WINNIPEG – Manitoba politicians returned to the Legislature last week with more on their minds than the daily business of running the province.
With a slim one-seat majority, Manitoba premier Gary Filmon and the Progressive Conservatives entered what is widely believed to be the last legislative session before a provincial election.
In its April 7 throne speech the government promised to get tough with young offenders, a popular message to voters in a province besieged by car thefts.
In Winnipeg, an average of 17 cars are stolen daily, and residents in some rural communities have started nightly patrols to nab would-be car nappers. One Manitoba farmer has reportedly installed a baby monitor in his garage to protect his vehicles.
Punishment for violent crimes
The government plans to deny underage criminals the right to a driver’s licence. It is also considering wilderness “boot camps” as a means of reforming minors convicted of violent crimes.

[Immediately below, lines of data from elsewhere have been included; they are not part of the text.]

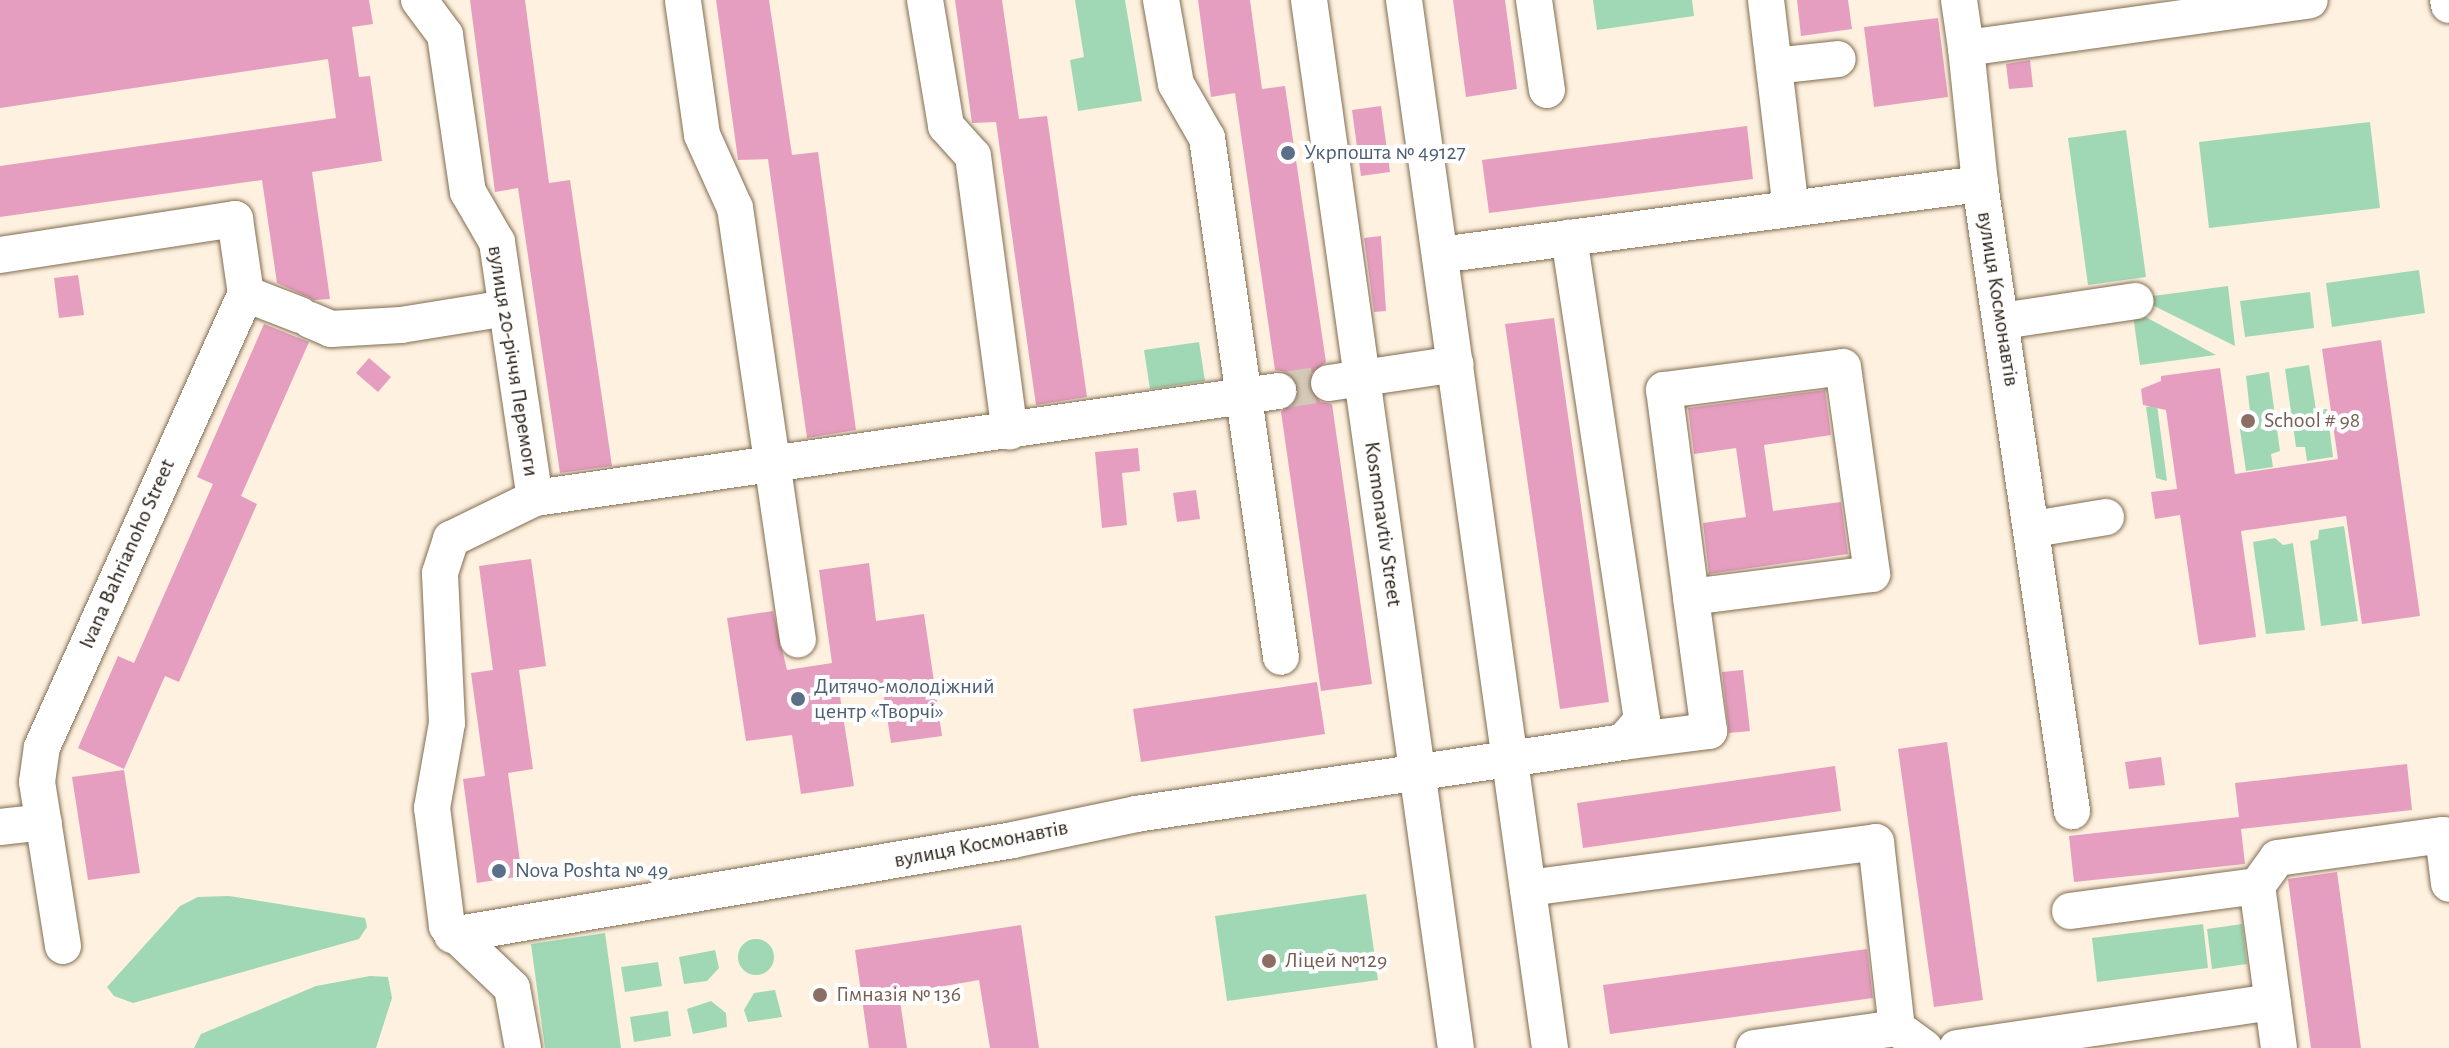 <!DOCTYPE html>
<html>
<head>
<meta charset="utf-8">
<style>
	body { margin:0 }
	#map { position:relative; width:2449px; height:1048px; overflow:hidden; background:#fef1df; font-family:"Alegreya Sans",sans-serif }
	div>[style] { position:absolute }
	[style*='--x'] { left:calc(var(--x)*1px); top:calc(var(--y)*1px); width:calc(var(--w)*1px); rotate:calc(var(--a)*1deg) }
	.green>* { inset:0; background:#a0d8b6 }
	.round { border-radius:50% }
	.building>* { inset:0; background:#e59ebf }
	.minor-tunnel>* { height:36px; margin-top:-18px; transform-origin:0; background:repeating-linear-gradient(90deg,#d4c8b7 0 36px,transparent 0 54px) }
	.roads { filter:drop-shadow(0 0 2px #806c51) drop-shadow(0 0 2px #806c51) }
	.minor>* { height:36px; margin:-18px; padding:0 18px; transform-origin:18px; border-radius:18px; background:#fff }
	.dots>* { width:22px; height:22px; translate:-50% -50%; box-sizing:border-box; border:4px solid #fff; border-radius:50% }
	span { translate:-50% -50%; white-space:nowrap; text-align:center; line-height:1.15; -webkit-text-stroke:8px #fff; paint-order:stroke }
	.service-label { font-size:22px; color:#4e5e75 }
	.left { translate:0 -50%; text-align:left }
	.street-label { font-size:22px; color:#2b2318 }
	.education-label { font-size:22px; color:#785e54 }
</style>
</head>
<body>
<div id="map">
	<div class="green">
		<i style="clip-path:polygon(1075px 0,1125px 0,1142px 101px,1078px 111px,1070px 60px,1084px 57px)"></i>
		<i style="clip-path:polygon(1593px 0,1692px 0,1694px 16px,1597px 30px)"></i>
		<i style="clip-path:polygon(2370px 122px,2380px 208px,2209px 228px,2199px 142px)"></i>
		<i style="clip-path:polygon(2126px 130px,2146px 277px,2088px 285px,2068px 138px)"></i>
		<i style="clip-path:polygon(2419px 270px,2425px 313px,2332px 327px,2326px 283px)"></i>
		<i style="clip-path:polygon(2228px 286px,2235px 346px,2138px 298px)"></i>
		<i style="clip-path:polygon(2310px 292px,2314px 328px,2245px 337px,2240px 301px)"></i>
		<i style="clip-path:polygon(2133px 315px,2142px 315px,2216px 355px,2140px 365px)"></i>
		<i style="clip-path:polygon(1199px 342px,1205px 381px,1150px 389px,1144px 350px)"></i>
		<i style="clip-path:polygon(2309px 365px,2316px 410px,2327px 409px,2333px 457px,2307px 461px,2305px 447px,2296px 447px,2285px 369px)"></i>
		<i style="clip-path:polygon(2269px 372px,2280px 451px,2271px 454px,2273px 467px,2246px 471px,2239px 423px,2251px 421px,2246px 376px)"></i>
		<i style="clip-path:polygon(2157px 405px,2167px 481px,2156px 478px,2146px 407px)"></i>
		<i style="clip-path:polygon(2344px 526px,2358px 621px,2321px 626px,2310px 541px,2318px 539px,2319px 530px)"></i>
		<i style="clip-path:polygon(2275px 538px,2283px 545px,2293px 543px,2305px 630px,2266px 634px,2253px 542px)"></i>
		<i style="clip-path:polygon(1366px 894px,1378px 980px,1227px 1001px,1215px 916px)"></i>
		<i style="clip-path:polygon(229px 896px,365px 918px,367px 927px,359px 939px,133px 1003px,114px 996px,107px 987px,180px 906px,198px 897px)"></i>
		<i style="clip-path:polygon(2203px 924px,2208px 968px,2097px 982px,2092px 938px)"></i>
		<i style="clip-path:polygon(2242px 924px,2247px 964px,2212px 969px,2207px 929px)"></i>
		<i style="clip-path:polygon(605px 933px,621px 1048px,545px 1048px,531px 944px)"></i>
		<i class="round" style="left:738px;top:939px;width:36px;height:36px"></i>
		<i style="clip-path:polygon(715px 950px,719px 968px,707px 981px,684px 984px,679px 957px)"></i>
		<i style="clip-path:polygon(658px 962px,662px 986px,625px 992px,621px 967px)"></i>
		<i style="clip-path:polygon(370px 976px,388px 977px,392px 998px,376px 1048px,194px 1048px,201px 1034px,316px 986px)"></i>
		<i style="clip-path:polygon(775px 990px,782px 1017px,748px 1022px,744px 1010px,754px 993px)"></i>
		<i style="clip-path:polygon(711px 1001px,726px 1013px,727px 1027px,693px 1034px,687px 1009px)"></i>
		<i style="clip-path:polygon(668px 1011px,671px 1036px,634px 1042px,630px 1017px)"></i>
	</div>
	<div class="building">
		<i style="clip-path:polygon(0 0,369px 0,373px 24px,352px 27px,359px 77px,370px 76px,382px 161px,312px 172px,330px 299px,314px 300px,277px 283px,262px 180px,0 217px,0 166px,336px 118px,328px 59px,0 108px)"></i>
		<i style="clip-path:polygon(470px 0,525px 0,549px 183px,570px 180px,612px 466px,560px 473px,518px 188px,495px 192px)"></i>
		<i style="clip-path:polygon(716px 0,769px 0,792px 155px,818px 152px,856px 430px,807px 438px,768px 159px,738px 160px)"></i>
		<i style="clip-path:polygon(955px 0,1002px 0,1019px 119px,1047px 116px,1087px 397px,1036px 405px,996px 122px,972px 123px)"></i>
		<i style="clip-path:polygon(1198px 0,1250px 0,1262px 89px,1285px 86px,1326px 362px,1310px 375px,1308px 387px,1321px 402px,1332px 404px,1372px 684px,1321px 691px,1281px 412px,1297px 399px,1299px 387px,1286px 372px,1275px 370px,1235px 93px,1211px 97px)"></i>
		<i style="clip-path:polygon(1453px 0,1505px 0,1517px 89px,1466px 97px)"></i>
		<i style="clip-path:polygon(1797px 0,1848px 0,1852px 29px,1801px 36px)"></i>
		<i style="clip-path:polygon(1938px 18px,1948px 97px,1874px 107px,1864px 27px)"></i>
		<i style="clip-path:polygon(2030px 60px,2033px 87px,2009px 89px,2006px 64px)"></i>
		<i style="clip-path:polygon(1381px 106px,1390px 172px,1361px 176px,1352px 110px)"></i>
		<i style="clip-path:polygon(1747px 126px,1753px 179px,1489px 213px,1482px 160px)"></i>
		<i style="clip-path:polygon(1381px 236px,1386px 311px,1374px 312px,1364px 238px)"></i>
		<i style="clip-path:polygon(78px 275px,84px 315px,59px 318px,54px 278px)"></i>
		<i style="clip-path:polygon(1554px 318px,1609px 702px,1560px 709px,1505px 324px)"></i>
		<i style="clip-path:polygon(264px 324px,309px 342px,241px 496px,257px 504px,179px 682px,165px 676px,124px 769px,78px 748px,118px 656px,134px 663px,213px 484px,197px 477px)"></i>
		<i style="clip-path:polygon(2381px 340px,2420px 616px,2362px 624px,2346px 516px,2241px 531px,2256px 637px,2199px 645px,2180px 515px,2155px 519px,2151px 492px,2177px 489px,2166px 410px,2143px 405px,2141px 389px,2161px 381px,2161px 376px,2220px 368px,2235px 474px,2338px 459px,2322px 349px)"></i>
		<i style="clip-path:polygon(369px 358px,391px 377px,378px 392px,356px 373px)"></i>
		<i style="clip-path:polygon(1825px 390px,1831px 435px,1764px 445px,1773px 511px,1841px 502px,1848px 554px,1709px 574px,1703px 523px,1746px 517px,1736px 448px,1694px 454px,1688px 408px)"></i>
		<i style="clip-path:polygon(1138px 448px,1140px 471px,1122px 473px,1127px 525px,1102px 528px,1095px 452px)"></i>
		<i style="clip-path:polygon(1196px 490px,1200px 519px,1177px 522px,1173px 493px)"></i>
		<i style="clip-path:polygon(531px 559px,546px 666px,519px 670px,533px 769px,508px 773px,522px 876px,477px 883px,463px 779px,485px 776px,471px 673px,493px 670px,479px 566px)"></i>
		<i style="clip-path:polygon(869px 563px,876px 621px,924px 614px,942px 736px,891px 743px,882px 684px,839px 690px,854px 786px,801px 794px,792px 735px,746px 741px,727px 618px,773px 611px,787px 670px,832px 663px,819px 570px)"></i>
		<i style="clip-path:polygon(1743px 670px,1750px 731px,1729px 733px,1722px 672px)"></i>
		<i style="clip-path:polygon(1317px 682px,1325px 734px,1141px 762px,1133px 709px)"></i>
		<i style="clip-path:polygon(1947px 742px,1983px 1000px,1934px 1007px,1898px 749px)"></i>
		<i style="clip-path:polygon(2161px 757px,2165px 785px,2129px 789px,2125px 762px)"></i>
		<i style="clip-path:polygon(2407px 764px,2412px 810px,2241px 829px,2245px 864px,2074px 882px,2069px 836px,2239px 817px,2235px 783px)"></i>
		<i style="clip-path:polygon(1835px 766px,1841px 811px,1583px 848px,1577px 803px)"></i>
		<i style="clip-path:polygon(124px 770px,140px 873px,88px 880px,72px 777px)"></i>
		<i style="clip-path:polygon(2337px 872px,2361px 1048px,2311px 1048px,2288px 879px)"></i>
		<i style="clip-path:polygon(1021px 925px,1039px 1048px,990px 1048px,979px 980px,899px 994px,907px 1048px,869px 1048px,855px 950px)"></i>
		<i style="clip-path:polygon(1867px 949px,1873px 998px,1610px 1034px,1603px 985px)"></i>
	</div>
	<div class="minor-tunnel">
		<i style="--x:1278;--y:391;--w:52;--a:-8.9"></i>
	</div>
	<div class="roads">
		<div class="minor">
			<i style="--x:419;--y:0;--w:44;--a:53.4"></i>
			<i style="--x:445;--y:35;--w:159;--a:81.7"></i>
			<i style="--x:468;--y:192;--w:58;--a:59.9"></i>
			<i style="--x:497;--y:242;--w:259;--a:81.6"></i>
			<i style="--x:925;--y:0;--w:128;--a:80.5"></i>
			<i style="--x:946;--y:126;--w:40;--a:48"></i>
			<i style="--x:973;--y:156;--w:278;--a:82.4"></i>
			<i style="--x:1161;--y:0;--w:85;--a:79.9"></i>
			<i style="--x:1176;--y:84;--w:62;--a:60.1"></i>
			<i style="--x:1207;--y:138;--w:524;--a:81.89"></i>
			<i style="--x:1309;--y:0;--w:1058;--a:82.02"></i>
			<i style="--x:1404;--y:0;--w:1058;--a:82.07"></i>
			<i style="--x:1534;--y:0;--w:91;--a:81.8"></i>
			<i style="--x:1766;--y:0;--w:210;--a:83.2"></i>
			<i style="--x:1959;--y:0;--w:49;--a:81.7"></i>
			<i style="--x:1966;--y:48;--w:347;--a:-7.9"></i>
			<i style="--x:2448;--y:0;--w:5;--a:79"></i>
			<i style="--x:683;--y:1;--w:135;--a:81.9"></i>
			<i style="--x:702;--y:135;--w:80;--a:65.7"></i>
			<i style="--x:735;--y:208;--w:436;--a:81.7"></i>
			<i style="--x:1966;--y:48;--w:137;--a:84.1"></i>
			<i style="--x:1774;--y:66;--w:64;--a:-6.2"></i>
			<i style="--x:0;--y:255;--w:238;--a:-8.7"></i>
			<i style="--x:235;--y:219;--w:76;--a:81.7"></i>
			<i style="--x:246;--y:294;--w:58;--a:21.3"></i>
			<i style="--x:1440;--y:255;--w:545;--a:-7.49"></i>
			<i style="--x:1980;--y:184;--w:634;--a:81.65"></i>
			<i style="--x:310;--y:320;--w:23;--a:23"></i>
			<i style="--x:331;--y:329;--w:70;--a:-3.3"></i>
			<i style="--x:401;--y:325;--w:106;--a:-9.2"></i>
			<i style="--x:2002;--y:321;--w:135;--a:-8.5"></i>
			<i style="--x:1329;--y:383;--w:128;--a:-8.5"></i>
			<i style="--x:2033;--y:529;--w:74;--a:-9.3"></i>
			<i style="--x:1623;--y:742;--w:87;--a:-7.3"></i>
			<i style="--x:1709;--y:731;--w:135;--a:-97.7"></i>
			<i style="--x:1691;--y:597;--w:209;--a:-97.4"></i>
			<i style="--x:1664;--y:390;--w:180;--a:-7.3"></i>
			<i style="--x:1843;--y:367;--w:209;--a:82"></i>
			<i style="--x:1872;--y:574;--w:182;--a:172.8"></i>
			<i style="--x:0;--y:827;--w:44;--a:-6.5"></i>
			<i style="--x:1528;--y:888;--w:351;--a:-7.5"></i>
			<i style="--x:1876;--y:842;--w:187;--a:83.6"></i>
			<i style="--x:1897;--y:1028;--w:34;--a:36"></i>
			<i style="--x:2070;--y:911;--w:189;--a:-7.6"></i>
			<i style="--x:452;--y:935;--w:569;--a:-9.61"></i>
			<i style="--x:1013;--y:840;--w:126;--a:-11.9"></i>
			<i style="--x:1136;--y:814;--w:492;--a:-8.4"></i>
			<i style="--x:1623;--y:742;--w:29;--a:-49"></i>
			<i style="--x:1642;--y:720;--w:488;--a:-98.6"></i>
			<i style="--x:63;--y:946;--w:166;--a:-99"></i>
			<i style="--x:37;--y:782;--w:35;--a:-82"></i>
			<i style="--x:42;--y:747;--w:497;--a:-65.8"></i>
			<i style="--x:523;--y:1048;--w:61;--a:-100.4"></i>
			<i style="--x:512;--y:988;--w:90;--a:-136.4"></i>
			<i style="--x:447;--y:926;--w:119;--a:-97.2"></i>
			<i style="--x:432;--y:808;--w:86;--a:-80"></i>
			<i style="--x:447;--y:723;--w:150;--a:-92.7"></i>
			<i style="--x:440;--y:573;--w:36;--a:-72"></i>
			<i style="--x:451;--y:539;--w:93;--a:-26"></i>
			<i style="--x:535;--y:498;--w:751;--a:-8.19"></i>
			<i style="--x:1754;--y:1048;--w:144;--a:-8"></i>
			<i style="--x:1957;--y:1048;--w:319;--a:-8.3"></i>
			<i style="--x:2279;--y:1048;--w:163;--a:-97.7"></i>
			<i style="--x:2257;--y:886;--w:34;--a:-54"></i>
			<i style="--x:2277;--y:858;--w:168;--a:-7.9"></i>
			<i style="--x:2443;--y:835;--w:49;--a:83"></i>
		</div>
	</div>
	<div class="dots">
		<i style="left:1288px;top:153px;background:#5c6f8a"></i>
		<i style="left:2248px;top:421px;background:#8d6e63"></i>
		<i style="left:798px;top:699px;background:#5c6f8a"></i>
		<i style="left:499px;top:871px;background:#5c6f8a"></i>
		<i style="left:1269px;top:961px;background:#8d6e63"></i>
		<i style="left:820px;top:995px;background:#8d6e63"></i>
	</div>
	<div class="service-label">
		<span class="left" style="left:1304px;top:153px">Укрпошта № 49127</span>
		<span class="left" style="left:814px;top:699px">Дитячо-молодіжний<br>центр «Творчі»</span>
		<span class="left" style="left:515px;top:871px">Nova Poshta № 49</span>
	</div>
	<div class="street-label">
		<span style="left:1998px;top:299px;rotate:81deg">вулиця Космонавтів</span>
		<span style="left:513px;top:361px;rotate:81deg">вулиця 20-річчя Перемоги</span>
		<span style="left:1383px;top:524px;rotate:82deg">Kosmonavtiv Street</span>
		<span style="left:127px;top:554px;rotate:-66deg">Ivana Bahrianoho Street</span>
		<span style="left:981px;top:844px;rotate:-11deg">вулиця Космонавтів</span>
	</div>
	<div class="education-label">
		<span class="left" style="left:2264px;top:421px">School # 98</span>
		<span class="left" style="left:1285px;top:961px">Ліцей №129</span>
		<span class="left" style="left:836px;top:995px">Гімназія № 136</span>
	</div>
</div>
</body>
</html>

In other moves, the government promised to consult with parents on education reforms and to continue focusing on small business as the engine of economic growth.
Rural residents will get help fighting trade harassment from the United States, and in promoting Manitoba food products, extending natural gas services to more rural communities and improved distance education services.
Political observers say the throne speech sets a pre-election agenda that avoids controversy.
“I think he’s trying to pick up on some symbolic issues like violent crime,” said University of Winnipeg political scientist Jim Silver. “But I don’t think he wants to do much of anything.”
Expected in the fall
Although Filmon legally has until September 1995 to call a vote, political parties are preparing for a fall call to the polls. And with three parties represented in the Legislature, the manoeuvring for public support has already started.
The Filmon government has 29 seats in the 57-seat house. The New Democratic Party under leader Gary Doer has 21 seats and the Liberals led by Paul Edwards have seven.
That creates a tight situation for Filmon who must count heads and assess backbencher loyalties carefully before calling major votes. His predecessor, NDP premier Howard Pawley, was defeated in1988 when a renegade backbencher voted against his party’s budget.
The slim hold on power Manitoba voters have given successive governments since the mid-1980s reflects an electorate that is split along cultural and social-economic lines.
“It reflects long-term conflicts that have their origins in the class differences and ethnic differences that go back as far as the 1919 General Strike,” Silver said.
It makes the results of this coming election a toss-up, he said.
The Conservatives took power in a minority government in 1988. They captured a majority in 1990 with 30 seats. But that hold on power slipped in byelections held in the fall of 1992, when the number of Conservative seats fell to 29.
Silver said Manitobans don’t appear ready to fully embrace the Conservatives this time either – largely because of their approach to cutting spending and revamping the health care and education systems.
Despite Filmon’s personal popularity, the party has adopted a hard-line approach on key social issues, Silver said.
Funding to inner-city schools has dropped to the level where divisions are considering cutting nursery schools and lunch programs for students from low income families. Meanwhile funds granted to private school have increased.
The “Filmon Fridays” – 10 days of unpaid holidays imposed on the province’s 18,000 civil servants last year – angered workers.
Taxpayers pay more
While the government has adopted the battlecry of no new taxes, reductions in spending have resulted in increased costs to taxpayers through user fees, reduced tax credits and larger municipal and local education tax bills.
Silver said the fortunes of the other two parties will rest on whether they can offer a convincing alternative.
A recent poll published in a Winnipeg newspaper said the Liberals are leading with public approval at 36 percent. The Conservatives follow closely with 35 percent while the New Democrats trail at 22 percent.
Silver said the provincial Liberals are basking in the popularity of the federal ChrŽtien government, but the party is hampered by having a new face at the helm. Paul Edwards was elected to replace retiring leader Sharon Carstairs last fall.
As well, 38 percent of the Manitobans polled were undecided. Traditionally, undecided voters in Manitoba have voted against the party in power, he said.